**EXERCISE INSTRUCTIONS**
Output every record precisely.

**EXERCISE INPUTS**

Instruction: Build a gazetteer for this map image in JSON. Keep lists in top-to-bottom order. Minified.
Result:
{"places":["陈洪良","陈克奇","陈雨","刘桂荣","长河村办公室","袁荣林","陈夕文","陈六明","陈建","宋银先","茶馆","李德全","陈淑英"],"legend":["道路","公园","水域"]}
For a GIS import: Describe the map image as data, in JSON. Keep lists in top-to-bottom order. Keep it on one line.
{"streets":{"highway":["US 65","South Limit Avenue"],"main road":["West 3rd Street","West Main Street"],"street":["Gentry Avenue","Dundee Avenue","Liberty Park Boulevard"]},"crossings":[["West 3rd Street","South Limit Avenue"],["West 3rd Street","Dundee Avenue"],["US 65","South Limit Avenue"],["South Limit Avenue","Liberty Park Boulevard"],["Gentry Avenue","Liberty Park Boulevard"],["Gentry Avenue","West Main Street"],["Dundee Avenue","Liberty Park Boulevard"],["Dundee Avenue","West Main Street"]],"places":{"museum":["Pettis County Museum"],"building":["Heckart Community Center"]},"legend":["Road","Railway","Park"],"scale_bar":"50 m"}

**SOLUTION TO THE EXERCISE**
Instruction: Build a gazetteer for this map image in JSON. Keep lists in top-to-bottom order. Minified.
Result:
{"places":["陈洪良","陈克奇","陈雨","刘桂荣","长河村办公室","袁荣林","陈夕文","陈六明","陈建","宋银先","茶馆","李德全","陈淑英"],"legend":["道路","公园","水域"]}
For a GIS import: Describe the map image as data, in JSON. Keep lists in top-to-bottom order. Keep it on one line.
{"streets":{"highway":["US 65","South Limit Avenue"],"main road":["West 3rd Street","West Main Street"],"street":["Gentry Avenue","Dundee Avenue","Liberty Park Boulevard"]},"crossings":[["West 3rd Street","South Limit Avenue"],["West 3rd Street","Dundee Avenue"],["US 65","South Limit Avenue"],["South Limit Avenue","Liberty Park Boulevard"],["Gentry Avenue","Liberty Park Boulevard"],["Gentry Avenue","West Main Street"],["Dundee Avenue","Liberty Park Boulevard"],["Dundee Avenue","West Main Street"]],"places":{"museum":["Pettis County Museum"],"building":["Heckart Community Center"]},"legend":["Road","Railway","Park"],"scale_bar":"50 m"}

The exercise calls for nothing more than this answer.